While Puryear will pursue a JD degree at the University of North Carolina School of Law this fall, her passion for the theater will remain a driving force in her career.

“The values that are essential to theater, such as empathy, political awareness and social justice, inspire me to go to law school,” says Puryear. “Going forward, I hope to continue to be an engaged member of the theater community and use my legal education to support arts advocacy.”

Jack Stallins

Jericho Brown, director of Emory’s lauded Creative Writing Program, describes Jack Stallins as “a lyric poet whose work makes use of absurdist and surrealist modes in its achievement of humor and its heartbreaking look at, among other things, alcoholism in the working class, white, religious, rural American South.” 

A native of Rome, Georgia, Stallins is known for work reflecting his southern background and his inquisitive wit.

“Jack is completely unflinching and shameless when it comes to interrogating his own whiteness, his family and the disturbing beauty of the South,” says Brown. “He understands that poems are built out of craft and that craft is best used for that which are our passions, obsessions, and yes, demons.” 
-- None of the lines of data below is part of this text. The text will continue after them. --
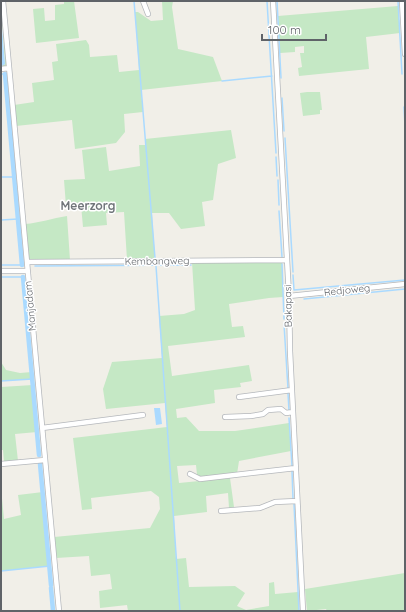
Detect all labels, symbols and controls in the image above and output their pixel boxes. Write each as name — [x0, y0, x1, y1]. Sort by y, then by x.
scale bar — [262, 16, 326, 42]
text: 100 m — [268, 22, 301, 37]
district label: Meerzorg — [60, 198, 116, 213]
street label: Kembangweg — [124, 254, 190, 268]
street label: Manjadam — [21, 280, 39, 332]
street label: Redjoweg — [323, 281, 371, 299]
street label: Bakapasi — [281, 284, 295, 328]

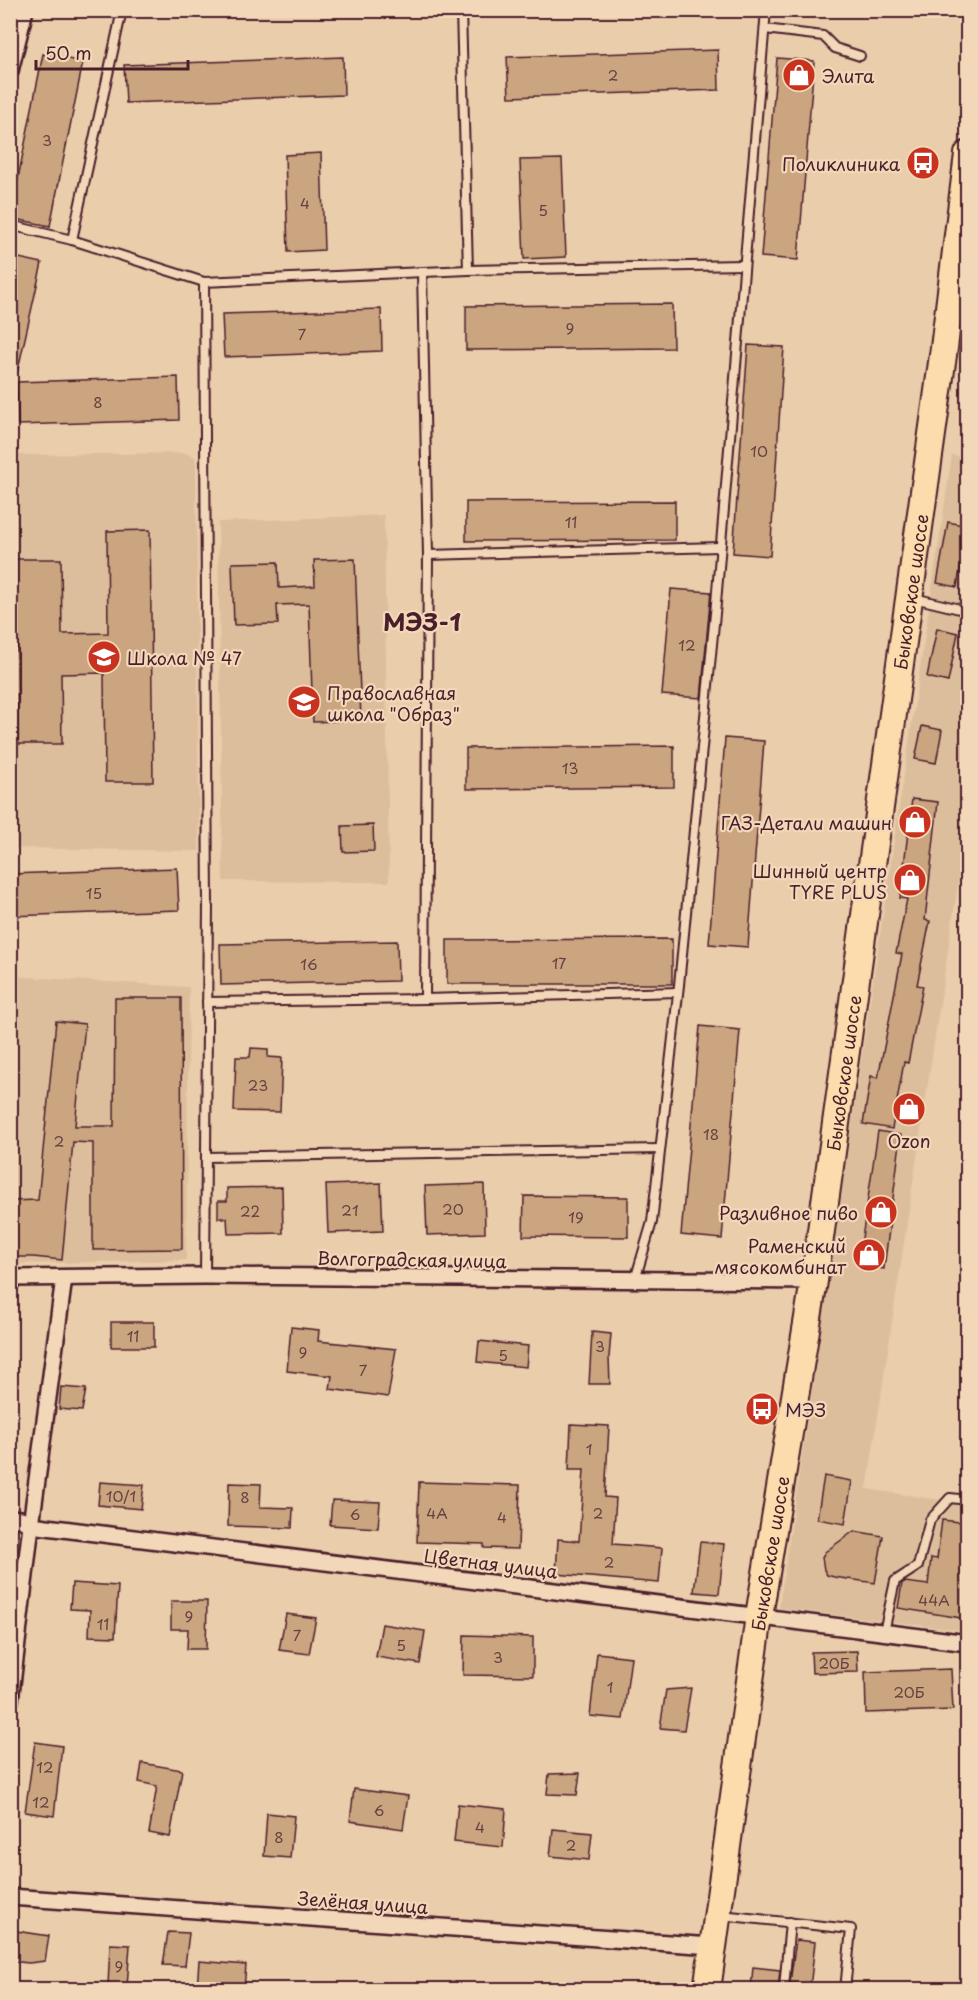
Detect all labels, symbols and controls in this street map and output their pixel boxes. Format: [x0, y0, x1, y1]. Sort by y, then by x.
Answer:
scale bar [36, 33, 188, 71]
text: 50 m [45, 39, 92, 66]
shop icon: Элита [781, 57, 817, 93]
place label: Элита [822, 62, 875, 89]
house number: 2 [608, 63, 618, 86]
house number: 3 [42, 128, 52, 151]
bus stop icon: Поликлиника [905, 145, 941, 181]
place label: Поликлиника [782, 150, 901, 177]
house number: 4 [300, 191, 310, 214]
house number: 5 [538, 198, 548, 221]
house number: 9 [566, 316, 574, 339]
house number: 7 [298, 322, 307, 345]
house number: 8 [93, 390, 103, 413]
house number: 10 [750, 439, 768, 462]
house number: 11 [565, 510, 577, 533]
street label: Быковское шоссе [886, 512, 934, 671]
district label: МЭЗ-1 [383, 603, 461, 639]
house number: 12 [678, 633, 696, 656]
school or university icon: Школа № 47 [86, 639, 122, 675]
place label: Школа № 47 [127, 644, 242, 671]
place label: Православная школа "Образ" [327, 679, 460, 727]
school or university icon: Православная школа "Образ" [286, 684, 322, 720]
house number: 13 [562, 756, 578, 779]
shop icon: ГАЗ-Детали машин [897, 804, 933, 840]
place label: ГАЗ-Детали машин [720, 809, 892, 836]
place label: Шинный центр TYRE PLUS [753, 857, 887, 905]
shop icon: Шинный центр TYRE PLUS [892, 862, 928, 898]
house number: 15 [86, 881, 102, 904]
house number: 17 [552, 951, 566, 974]
house number: 16 [300, 952, 318, 975]
street label: Быковское шоссе [819, 993, 867, 1153]
house number: 23 [248, 1073, 268, 1096]
shop icon: Ozon [891, 1091, 927, 1127]
house number: 18 [703, 1122, 719, 1145]
place label: Ozon [887, 1127, 931, 1154]
house number: 2 [54, 1129, 64, 1152]
shop icon: Разливное пиво [863, 1194, 899, 1230]
house number: 20 [442, 1197, 464, 1220]
house number: 21 [341, 1198, 359, 1221]
house number: 22 [240, 1199, 260, 1222]
place label: Разливное пиво [719, 1199, 858, 1226]
house number: 19 [568, 1205, 584, 1228]
place label: Раменский мясокомбинат [714, 1232, 847, 1280]
shop icon: Раменский мясокомбинат [851, 1237, 887, 1273]
street label: Волгоградская улица [317, 1244, 508, 1274]
house number: 11 [127, 1324, 139, 1347]
house number: 3 [595, 1334, 605, 1357]
house number: 9 [299, 1340, 307, 1363]
house number: 5 [498, 1343, 508, 1366]
house number: 7 [359, 1358, 368, 1381]
bus stop icon: МЭЗ [744, 1391, 780, 1427]
place label: МЭЗ [785, 1396, 826, 1423]
house number: 1 [586, 1437, 592, 1460]
street label: Быковское шоссе [744, 1474, 795, 1633]
house number: 10/1 [106, 1484, 136, 1507]
house number: 8 [240, 1485, 250, 1508]
house number: 4А [426, 1501, 448, 1524]
house number: 2 [593, 1501, 603, 1524]
house number: 6 [350, 1502, 360, 1525]
house number: 4 [497, 1505, 507, 1528]
street label: Цветная улица [423, 1541, 560, 1585]
house number: 2 [604, 1550, 614, 1573]
house number: 44А [918, 1588, 950, 1611]
house number: 9 [185, 1604, 193, 1627]
house number: 11 [97, 1612, 109, 1635]
house number: 7 [293, 1623, 302, 1646]
house number: 5 [396, 1633, 406, 1656]
house number: 3 [493, 1645, 503, 1668]
house number: 20Б [818, 1651, 850, 1674]
house number: 1 [607, 1675, 613, 1698]
house number: 20Б [893, 1680, 925, 1703]
house number: 12 [36, 1755, 54, 1778]
house number: 12 [32, 1790, 50, 1813]
house number: 6 [374, 1798, 384, 1821]
house number: 4 [475, 1815, 485, 1838]
house number: 8 [274, 1825, 284, 1848]
house number: 2 [566, 1833, 576, 1856]
street label: Зелёная улица [297, 1884, 430, 1920]
house number: 9 [115, 1954, 123, 1977]

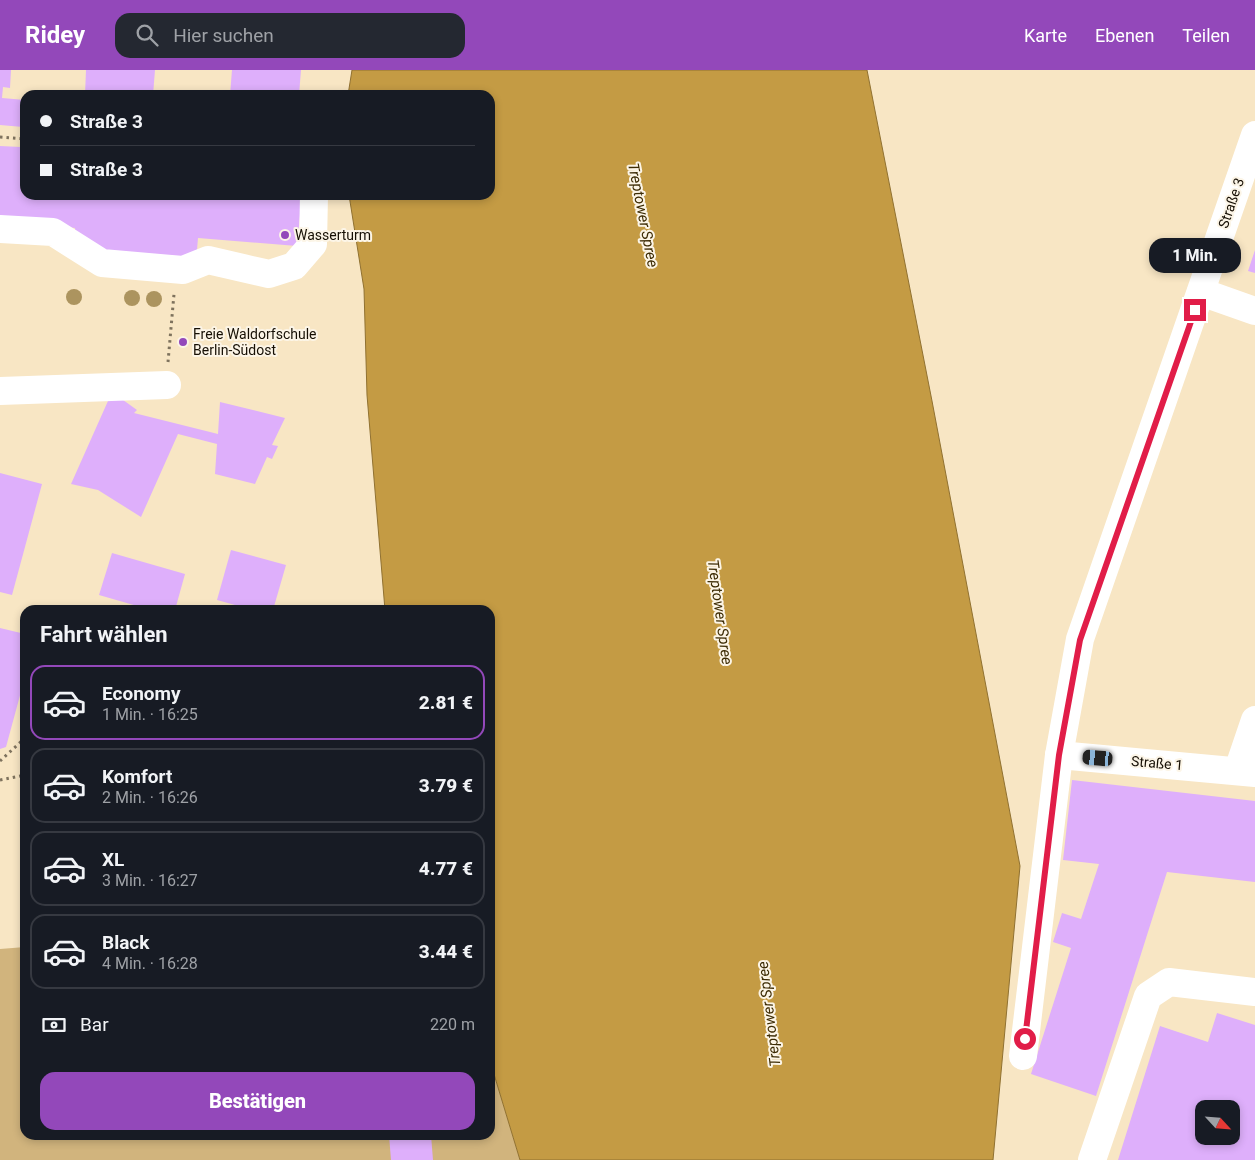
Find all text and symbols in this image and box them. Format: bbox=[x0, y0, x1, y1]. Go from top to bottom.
search box bbox=[115, 13, 465, 58]
text: Ridey bbox=[25, 21, 85, 49]
icon: search bbox=[133, 21, 161, 49]
text: Hier suchen bbox=[173, 24, 274, 47]
text: Karte bbox=[1024, 25, 1067, 46]
text: Ebenen bbox=[1095, 25, 1154, 46]
text: Teilen bbox=[1182, 25, 1230, 46]
text: Straße 3 bbox=[70, 110, 143, 133]
text: Straße 3 bbox=[70, 158, 143, 181]
water label: Treptower Spree bbox=[624, 161, 662, 269]
street label: Straße 3 bbox=[1215, 176, 1247, 230]
place label: Wasserturm bbox=[295, 227, 371, 243]
marker: Wasserturm bbox=[279, 229, 291, 241]
callout: 1 Min. bbox=[1149, 238, 1241, 272]
text: 1 Min. bbox=[1172, 246, 1218, 265]
route end bbox=[1184, 299, 1206, 321]
place label: Freie Waldorfschule Berlin-Südost bbox=[193, 326, 317, 358]
marker: Freie Waldorfschule Berlin-Südost bbox=[177, 336, 189, 348]
water label: Treptower Spree bbox=[704, 558, 736, 666]
text: Fahrt wählen bbox=[40, 622, 168, 647]
icon: car bbox=[42, 680, 87, 725]
text: Economy bbox=[102, 682, 181, 705]
text: 2.81 € bbox=[419, 691, 473, 714]
text: 1 Min. · 16:25 bbox=[102, 705, 198, 724]
car bbox=[1082, 749, 1113, 767]
street label: Straße 1 bbox=[1130, 753, 1184, 773]
icon: car bbox=[42, 763, 87, 808]
text: Komfort bbox=[102, 765, 172, 788]
text: 3.79 € bbox=[419, 774, 473, 797]
text: 2 Min. · 16:26 bbox=[102, 788, 198, 807]
icon: car bbox=[42, 846, 87, 891]
text: XL bbox=[102, 848, 124, 871]
text: 4.77 € bbox=[419, 857, 473, 880]
text: 3 Min. · 16:27 bbox=[102, 871, 198, 890]
icon: car bbox=[42, 929, 87, 974]
text: Black bbox=[102, 931, 149, 954]
text: 3.44 € bbox=[419, 940, 473, 963]
text: 4 Min. · 16:28 bbox=[102, 954, 198, 973]
water label: Treptower Spree bbox=[754, 960, 784, 1068]
icon: cash bbox=[40, 1011, 68, 1039]
text: Bar bbox=[80, 1013, 109, 1036]
text: 220 m bbox=[430, 1015, 475, 1034]
route start bbox=[1014, 1028, 1036, 1050]
button: Bestätigen bbox=[40, 1072, 475, 1130]
north arrow bbox=[1195, 1100, 1240, 1145]
map controls bbox=[1195, 1100, 1240, 1145]

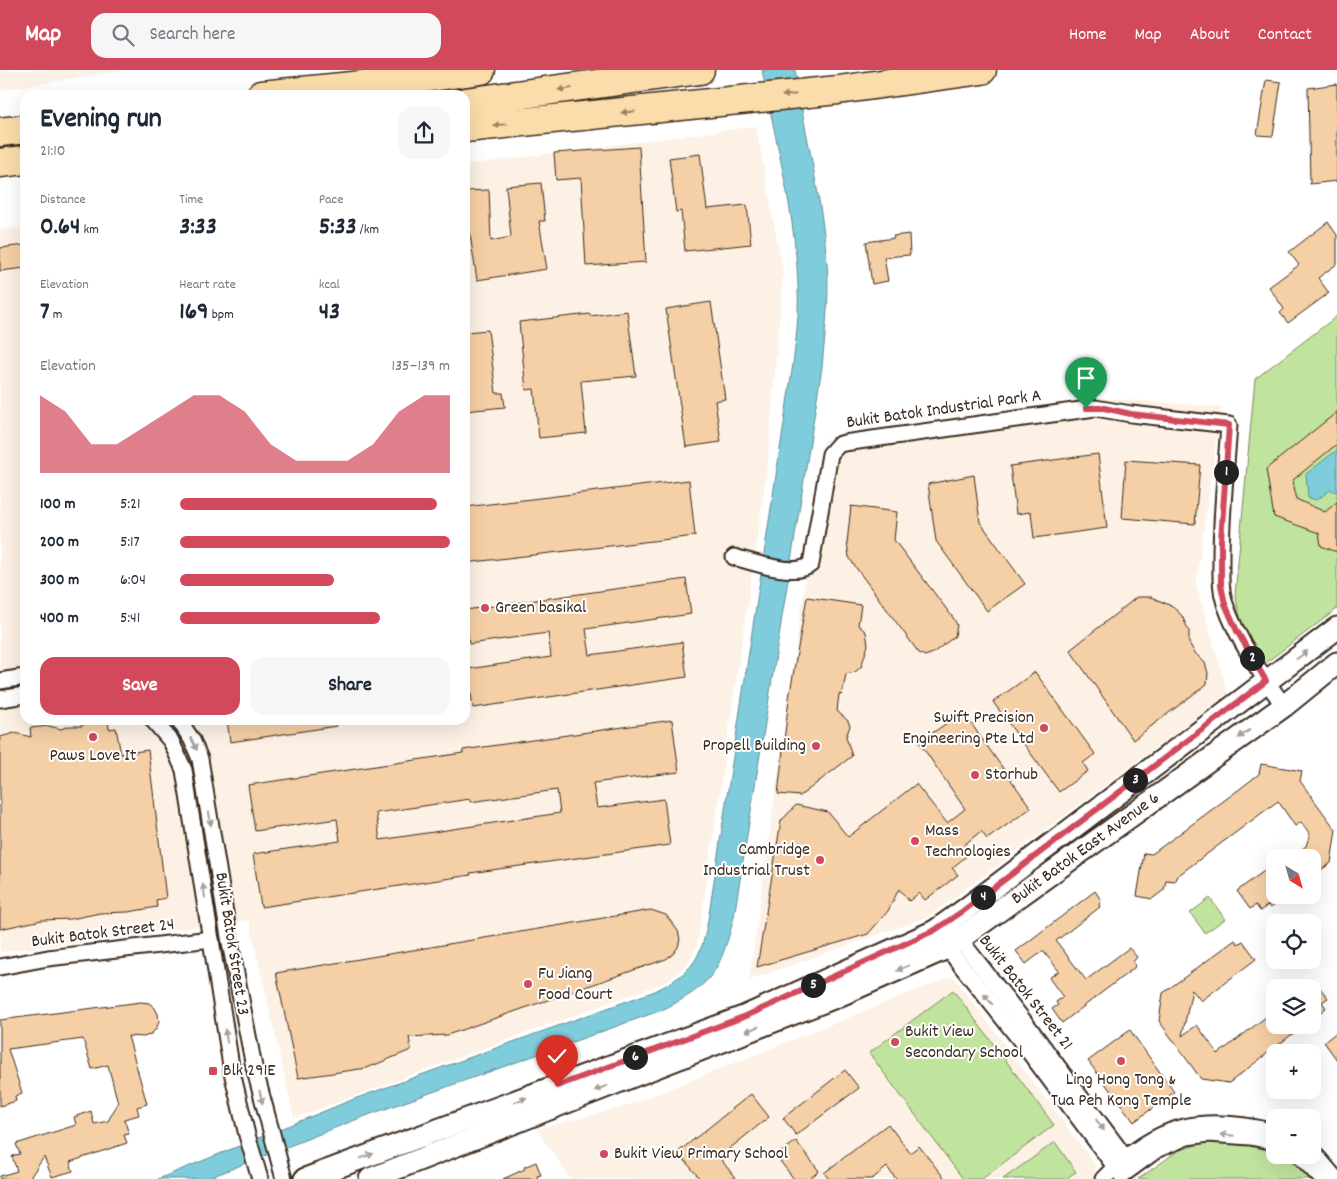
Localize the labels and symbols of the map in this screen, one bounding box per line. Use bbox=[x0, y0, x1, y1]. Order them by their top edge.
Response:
one-way arrow bbox=[557, 85, 573, 93]
one-way arrow bbox=[781, 91, 797, 99]
one-way arrow bbox=[619, 108, 635, 116]
one-way arrow bbox=[492, 122, 508, 130]
pin bbox=[1065, 357, 1107, 408]
street label: Bukit Batok Industrial Park A bbox=[845, 384, 1043, 436]
pin: 1 bbox=[1214, 460, 1238, 484]
place label: Green basikal bbox=[495, 596, 587, 621]
marker: Green basikal bbox=[479, 602, 491, 614]
pin: 2 bbox=[1240, 646, 1264, 670]
one-way arrow bbox=[1295, 649, 1308, 660]
place label: Swift Precision Engineering Pte Ltd bbox=[903, 706, 1034, 752]
marker: Swift Precision Engineering Pte Ltd bbox=[1038, 722, 1050, 734]
one-way arrow bbox=[1238, 729, 1251, 740]
marker: Paws Love It bbox=[87, 731, 99, 743]
place label: Propell Building bbox=[702, 734, 806, 759]
one-way arrow bbox=[190, 737, 198, 751]
marker: Propell Building bbox=[810, 740, 822, 752]
place label: Paws Love It bbox=[49, 744, 137, 769]
place label: Storhub bbox=[985, 763, 1038, 788]
pin: 3 bbox=[1122, 768, 1148, 792]
marker: Storhub bbox=[969, 769, 981, 781]
street label: Bukit Batok East Avenue 6 bbox=[1007, 787, 1165, 911]
one-way arrow bbox=[207, 811, 215, 827]
place label: Mass Technologies bbox=[925, 819, 1011, 865]
marker: Mass Technologies bbox=[909, 835, 921, 847]
place label: Cambridge Industrial Trust bbox=[703, 838, 810, 884]
north arrow bbox=[1266, 849, 1321, 904]
marker: Cambridge Industrial Trust bbox=[814, 854, 826, 866]
street label: Bukit Batok Street 23 bbox=[207, 871, 255, 1017]
one-way arrow bbox=[199, 883, 207, 899]
pin: 4 bbox=[970, 884, 996, 910]
street label: Bukit Batok Street 24 bbox=[30, 913, 176, 955]
street label: Bukit Batok Street 21 bbox=[972, 930, 1078, 1056]
place label: Fu Jiang Food Court bbox=[538, 962, 613, 1008]
one-way arrow bbox=[896, 964, 910, 972]
pin: 5 bbox=[800, 972, 826, 998]
marker: Fu Jiang Food Court bbox=[522, 978, 534, 990]
one-way arrow bbox=[982, 993, 993, 1006]
place label: Bukit View Secondary School bbox=[905, 1020, 1024, 1066]
one-way arrow bbox=[744, 1025, 759, 1033]
one-way arrow bbox=[222, 1028, 230, 1044]
pin bbox=[536, 1035, 578, 1086]
marker: Bukit View Secondary School bbox=[889, 1036, 901, 1048]
pin: 6 bbox=[622, 1044, 648, 1070]
marker: Ling Hong Tong & Tua Peh Kong Temple bbox=[1115, 1055, 1127, 1067]
place label: Blk 291E bbox=[223, 1059, 276, 1084]
marker: Blk 291E bbox=[207, 1065, 219, 1077]
place label: Ling Hong Tong & Tua Peh Kong Temple bbox=[1051, 1068, 1191, 1114]
one-way arrow bbox=[593, 1085, 608, 1092]
one-way arrow bbox=[258, 1089, 266, 1104]
one-way arrow bbox=[513, 1095, 527, 1103]
one-way arrow bbox=[1095, 1118, 1105, 1131]
one-way arrow bbox=[1219, 1131, 1235, 1139]
place label: Bukit View Primary School bbox=[614, 1142, 789, 1167]
marker: Bukit View Primary School bbox=[598, 1148, 610, 1160]
one-way arrow bbox=[360, 1152, 375, 1159]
“Jack’s poems bring people to life in all their complexities, creating an impression of fullness, while also maintaining a keen sense of the art of linguistic compression,” says Heather Christle, assistant professor of Creative Writing and Stallins’ thesis advisor.

This fall, after graduating from Emory with highest honors, Stallins will continue his studies in the MFA program at the University of Massachusetts in Amherst, a top-five program in the nation known for its proximity to Emily Dickinson’s work, life, papers and scholars. He has also been awarded the position of teaching assistant through the writing program there.

With a promising career ahead of him, Stallins credits studying under the esteemed artists of Emory’s Creative Writing Program as foundational to his future as a poet.

“I am very humbled to have received this recognition, and I’m glad that my faculty and the committee saw value in my work,” says Stallins. “I would not be half the poet I am today without my teachers and colleagues in the Creative Writing program, and for them I am thankful.”